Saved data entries
#####
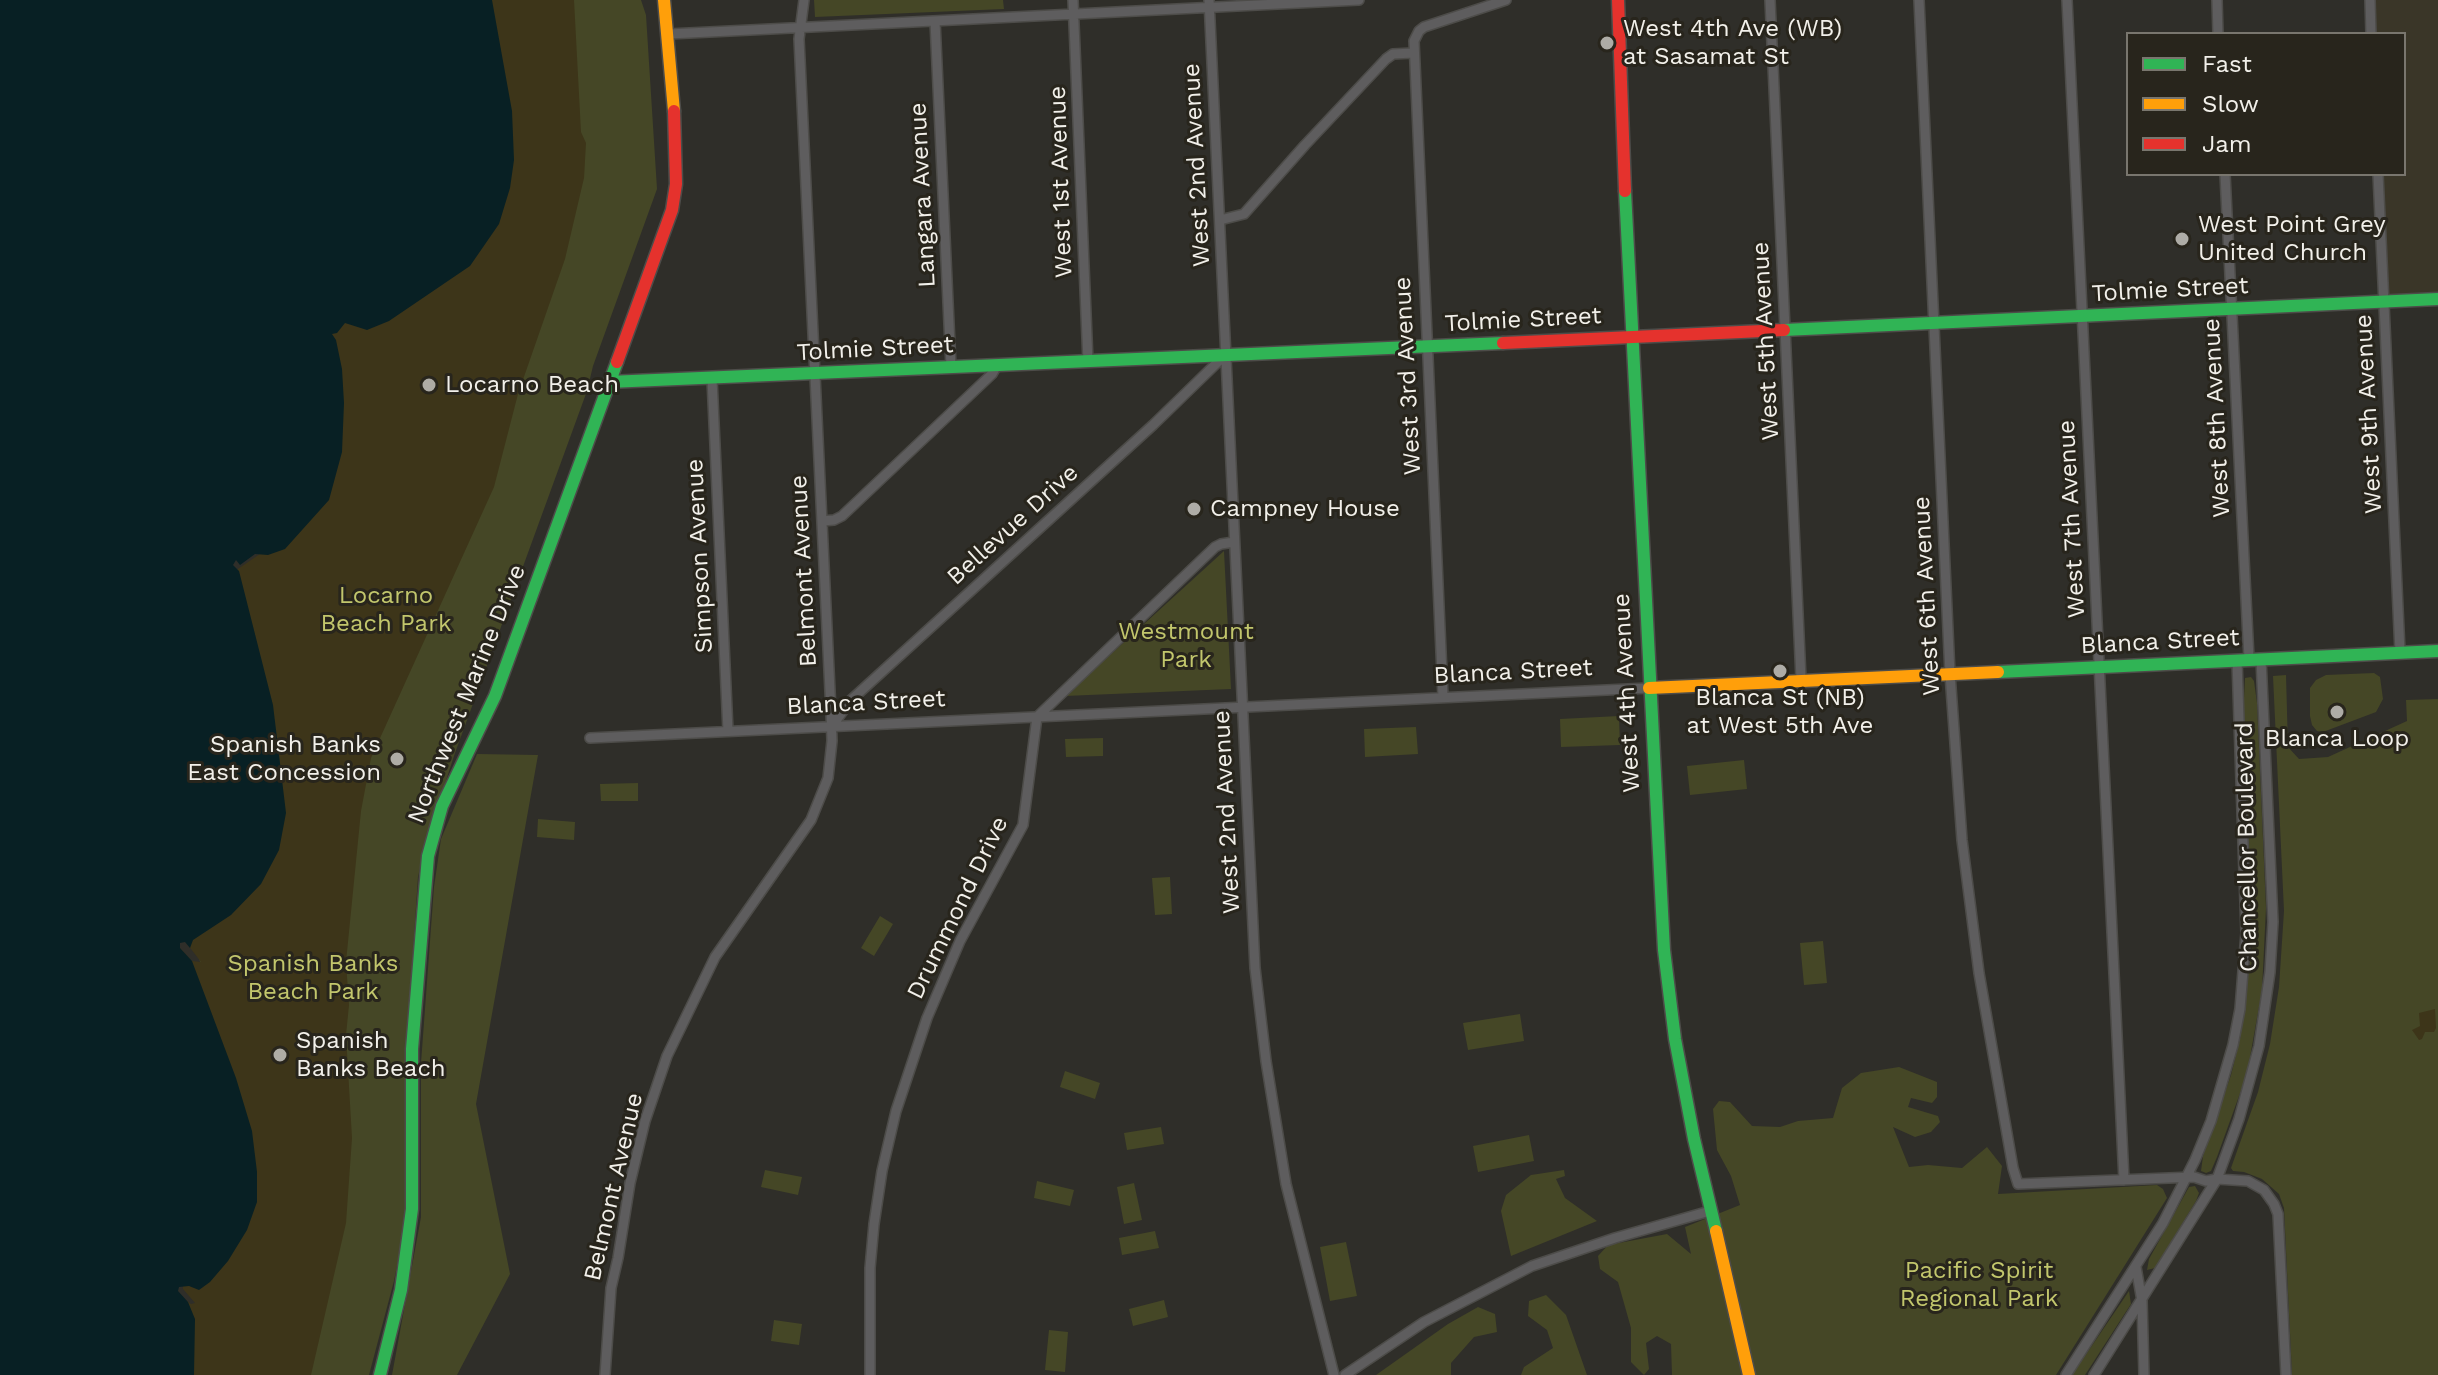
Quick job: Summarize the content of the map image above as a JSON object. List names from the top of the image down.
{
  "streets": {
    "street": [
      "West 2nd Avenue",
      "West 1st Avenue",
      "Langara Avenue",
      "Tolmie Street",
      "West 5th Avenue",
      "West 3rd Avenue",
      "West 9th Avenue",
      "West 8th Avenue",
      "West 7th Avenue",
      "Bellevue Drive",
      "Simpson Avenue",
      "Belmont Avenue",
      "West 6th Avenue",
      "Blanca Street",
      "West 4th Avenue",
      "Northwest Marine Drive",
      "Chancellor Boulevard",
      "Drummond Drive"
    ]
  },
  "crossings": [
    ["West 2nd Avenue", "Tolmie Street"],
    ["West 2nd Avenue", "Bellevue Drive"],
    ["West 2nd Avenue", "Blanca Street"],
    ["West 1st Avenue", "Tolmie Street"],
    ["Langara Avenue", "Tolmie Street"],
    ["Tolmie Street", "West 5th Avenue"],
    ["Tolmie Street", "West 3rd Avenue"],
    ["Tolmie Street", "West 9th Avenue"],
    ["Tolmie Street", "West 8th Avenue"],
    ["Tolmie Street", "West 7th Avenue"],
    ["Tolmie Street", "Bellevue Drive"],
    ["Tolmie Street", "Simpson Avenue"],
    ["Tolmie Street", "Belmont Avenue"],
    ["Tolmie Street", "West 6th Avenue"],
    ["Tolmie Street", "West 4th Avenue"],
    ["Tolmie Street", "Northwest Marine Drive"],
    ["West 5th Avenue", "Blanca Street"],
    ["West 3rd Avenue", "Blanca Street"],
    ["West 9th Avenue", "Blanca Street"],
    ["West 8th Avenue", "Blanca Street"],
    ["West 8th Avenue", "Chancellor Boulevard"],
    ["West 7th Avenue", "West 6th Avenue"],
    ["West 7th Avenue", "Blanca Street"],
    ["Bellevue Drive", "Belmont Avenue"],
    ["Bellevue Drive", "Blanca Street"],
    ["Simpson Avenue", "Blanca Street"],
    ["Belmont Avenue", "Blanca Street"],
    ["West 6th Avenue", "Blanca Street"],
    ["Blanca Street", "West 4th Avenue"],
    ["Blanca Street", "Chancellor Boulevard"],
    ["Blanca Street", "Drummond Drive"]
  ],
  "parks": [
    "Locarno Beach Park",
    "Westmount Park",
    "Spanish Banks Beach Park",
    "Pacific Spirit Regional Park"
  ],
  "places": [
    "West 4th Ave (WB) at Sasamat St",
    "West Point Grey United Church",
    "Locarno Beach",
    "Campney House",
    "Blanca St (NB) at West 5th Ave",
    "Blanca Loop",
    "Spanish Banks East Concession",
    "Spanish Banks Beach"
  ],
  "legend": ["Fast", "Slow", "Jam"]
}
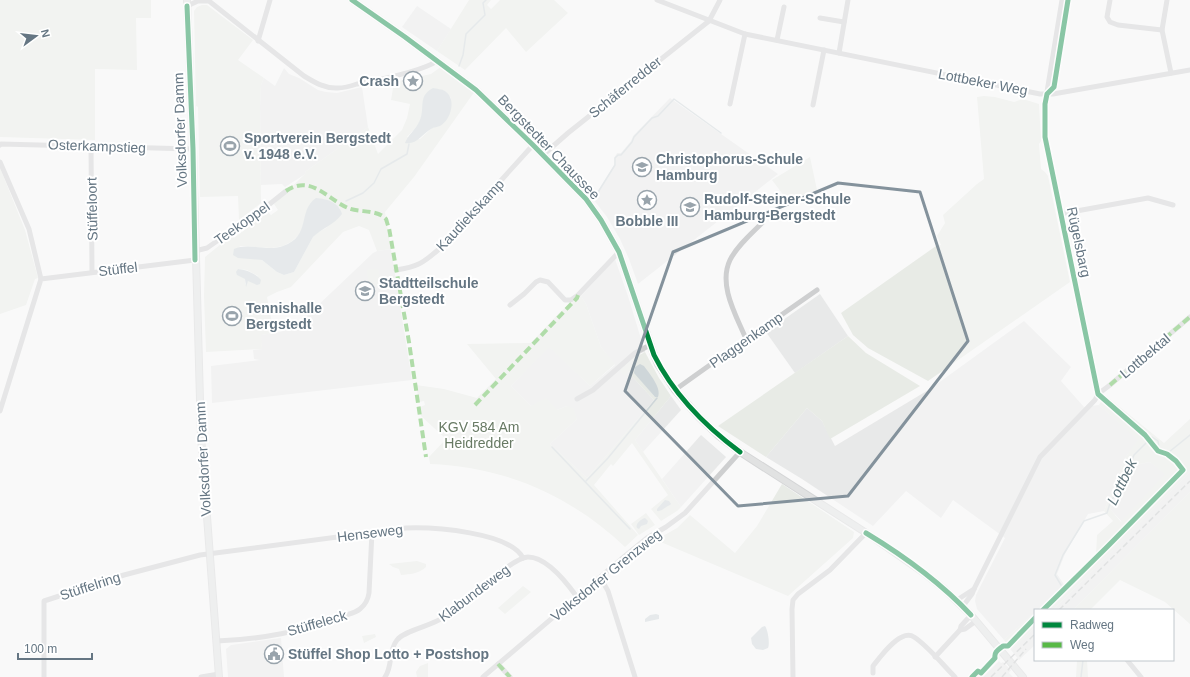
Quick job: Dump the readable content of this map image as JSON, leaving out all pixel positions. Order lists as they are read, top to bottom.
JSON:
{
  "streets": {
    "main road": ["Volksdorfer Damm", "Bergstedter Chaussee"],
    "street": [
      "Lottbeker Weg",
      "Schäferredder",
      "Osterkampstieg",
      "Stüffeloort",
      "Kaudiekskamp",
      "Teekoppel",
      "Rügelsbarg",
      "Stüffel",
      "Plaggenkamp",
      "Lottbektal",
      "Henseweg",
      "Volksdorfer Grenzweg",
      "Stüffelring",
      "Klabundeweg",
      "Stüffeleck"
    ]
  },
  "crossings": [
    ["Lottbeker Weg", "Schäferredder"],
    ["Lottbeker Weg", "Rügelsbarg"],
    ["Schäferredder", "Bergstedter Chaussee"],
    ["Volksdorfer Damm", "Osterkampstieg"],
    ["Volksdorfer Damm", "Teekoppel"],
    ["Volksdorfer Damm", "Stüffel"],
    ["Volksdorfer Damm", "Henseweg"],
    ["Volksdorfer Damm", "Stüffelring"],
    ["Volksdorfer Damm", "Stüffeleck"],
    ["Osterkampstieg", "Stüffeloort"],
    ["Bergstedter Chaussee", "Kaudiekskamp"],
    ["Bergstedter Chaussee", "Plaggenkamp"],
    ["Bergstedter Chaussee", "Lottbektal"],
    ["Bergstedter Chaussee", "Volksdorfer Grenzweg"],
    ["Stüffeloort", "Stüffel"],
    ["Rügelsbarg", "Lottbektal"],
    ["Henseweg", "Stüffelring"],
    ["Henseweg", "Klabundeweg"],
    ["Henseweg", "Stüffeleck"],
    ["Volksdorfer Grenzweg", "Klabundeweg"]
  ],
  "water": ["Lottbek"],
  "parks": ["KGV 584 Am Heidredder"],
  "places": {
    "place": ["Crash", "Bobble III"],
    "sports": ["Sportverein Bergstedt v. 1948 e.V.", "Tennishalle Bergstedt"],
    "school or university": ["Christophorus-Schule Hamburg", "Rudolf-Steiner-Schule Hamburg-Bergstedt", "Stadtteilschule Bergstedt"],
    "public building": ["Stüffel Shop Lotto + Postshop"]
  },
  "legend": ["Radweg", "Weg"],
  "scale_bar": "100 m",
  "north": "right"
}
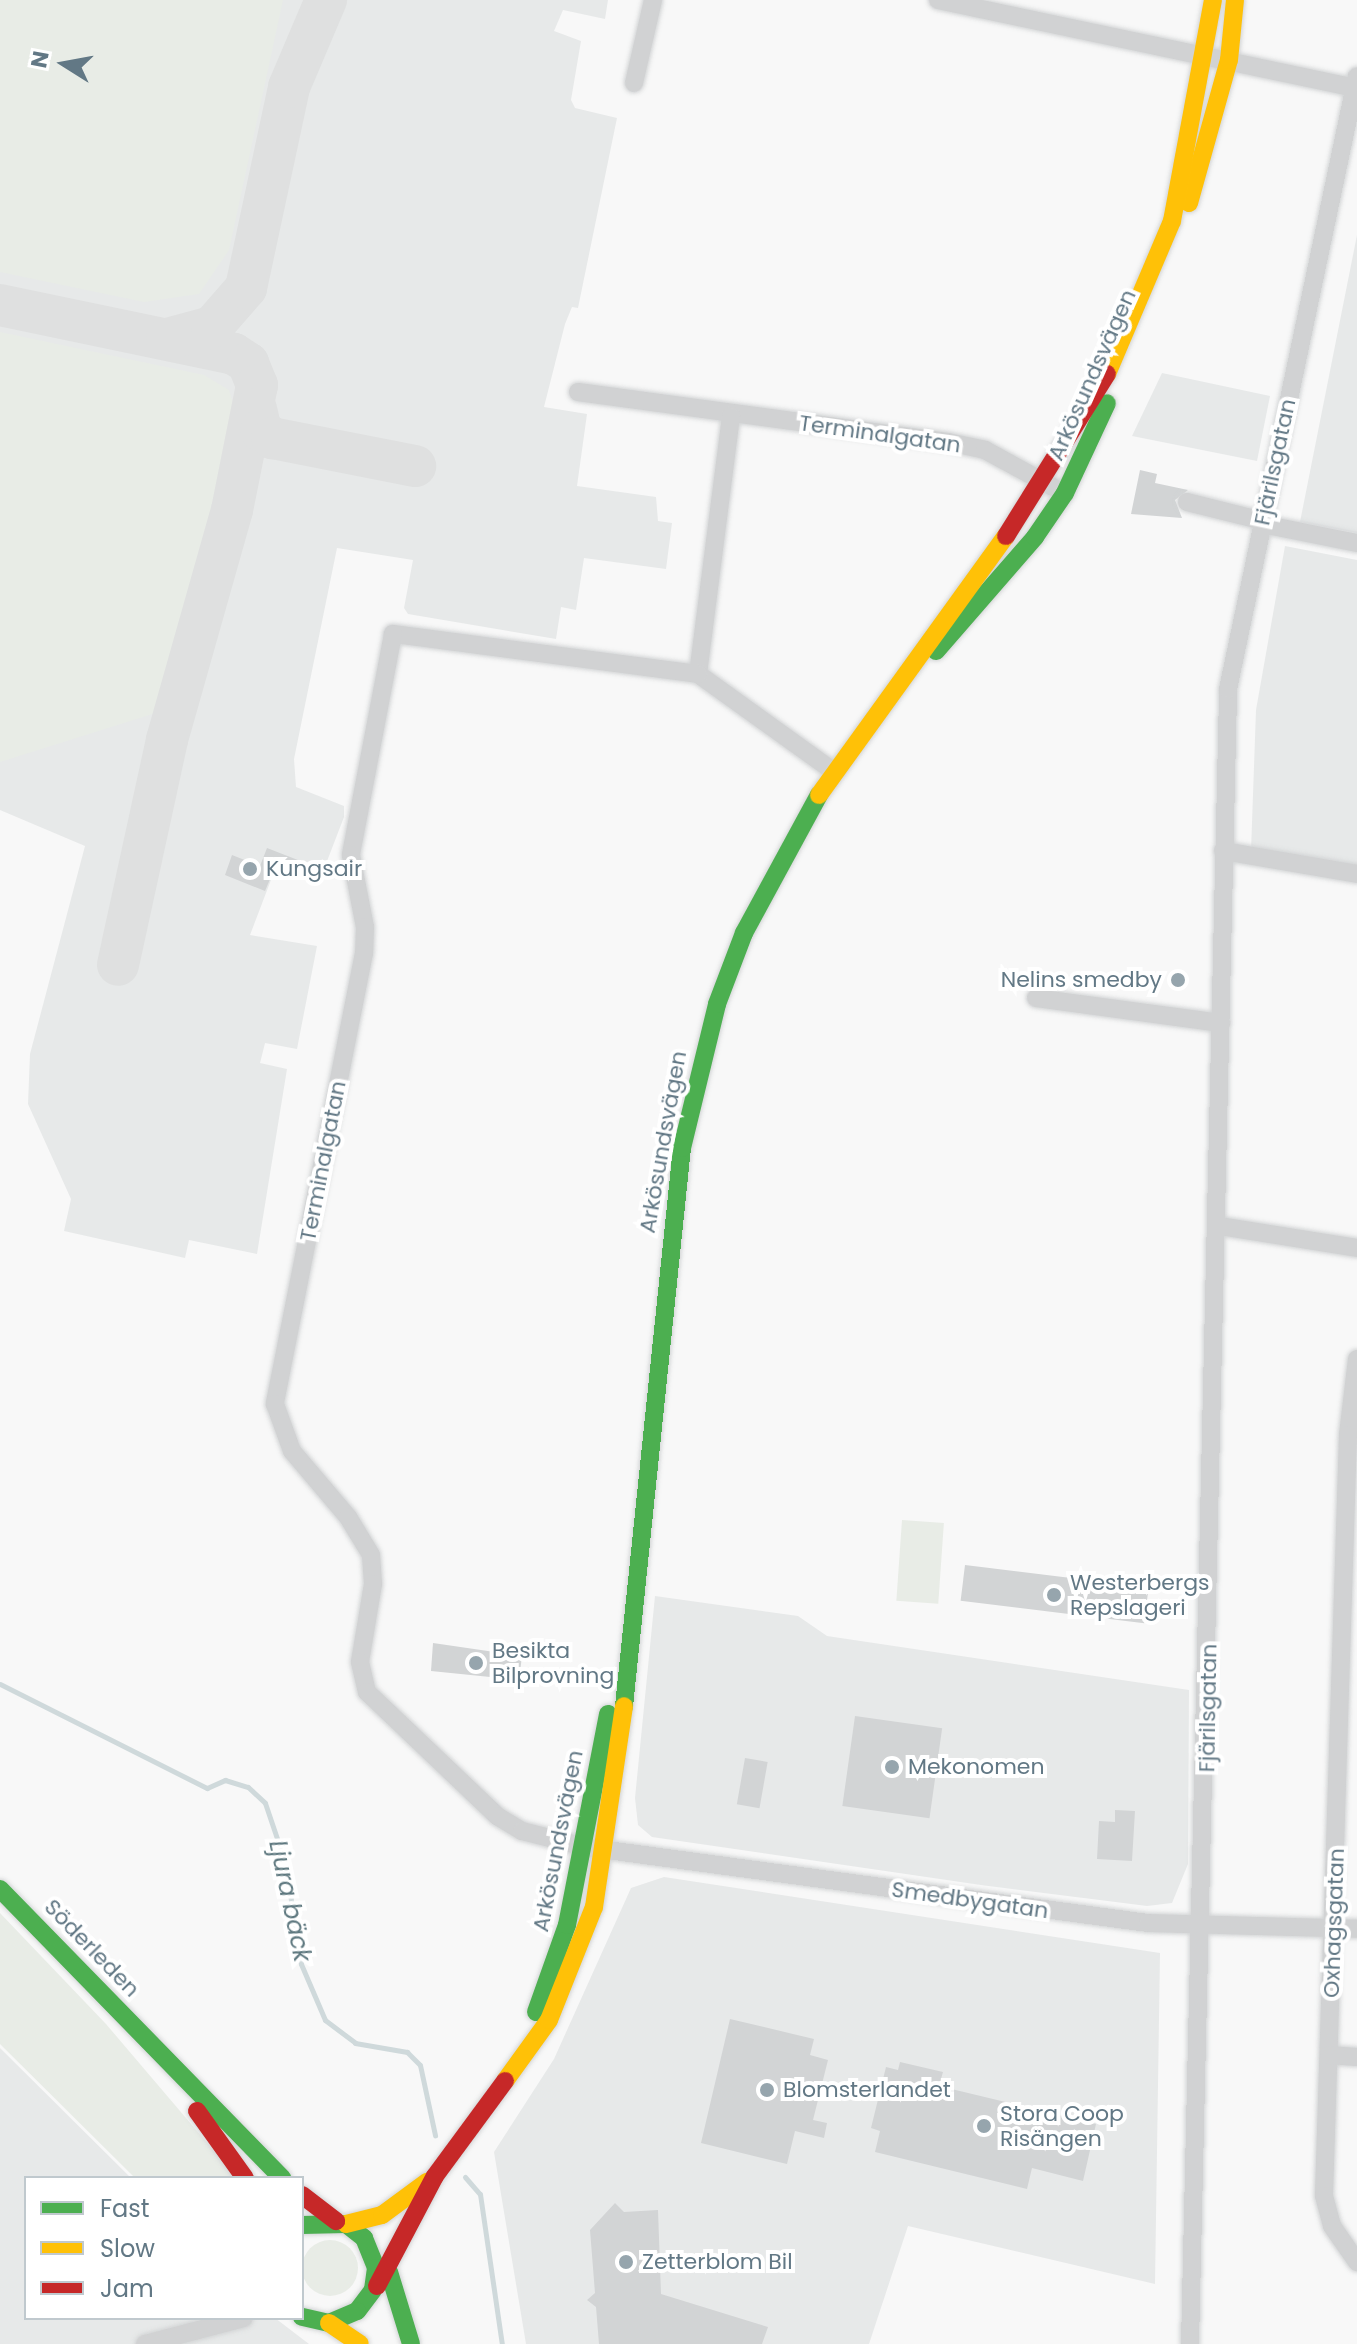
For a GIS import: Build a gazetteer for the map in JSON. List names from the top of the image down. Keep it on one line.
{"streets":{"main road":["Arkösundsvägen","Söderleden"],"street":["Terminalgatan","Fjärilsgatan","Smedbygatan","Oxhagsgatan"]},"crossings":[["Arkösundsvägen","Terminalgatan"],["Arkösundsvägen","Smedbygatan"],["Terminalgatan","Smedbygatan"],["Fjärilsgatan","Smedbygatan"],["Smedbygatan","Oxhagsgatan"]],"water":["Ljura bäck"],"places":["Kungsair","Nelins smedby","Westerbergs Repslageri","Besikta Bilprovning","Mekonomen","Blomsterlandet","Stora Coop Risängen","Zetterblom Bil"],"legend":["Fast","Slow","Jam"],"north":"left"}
#####
> **TASK DIRECTIONS**
Go through the entries and copy every line that has "Kaudiekskamp".

> **ANSWER TO THE PROBLEM**
      "Kaudiekskamp",
    ["Bergstedter Chaussee", "Kaudiekskamp"],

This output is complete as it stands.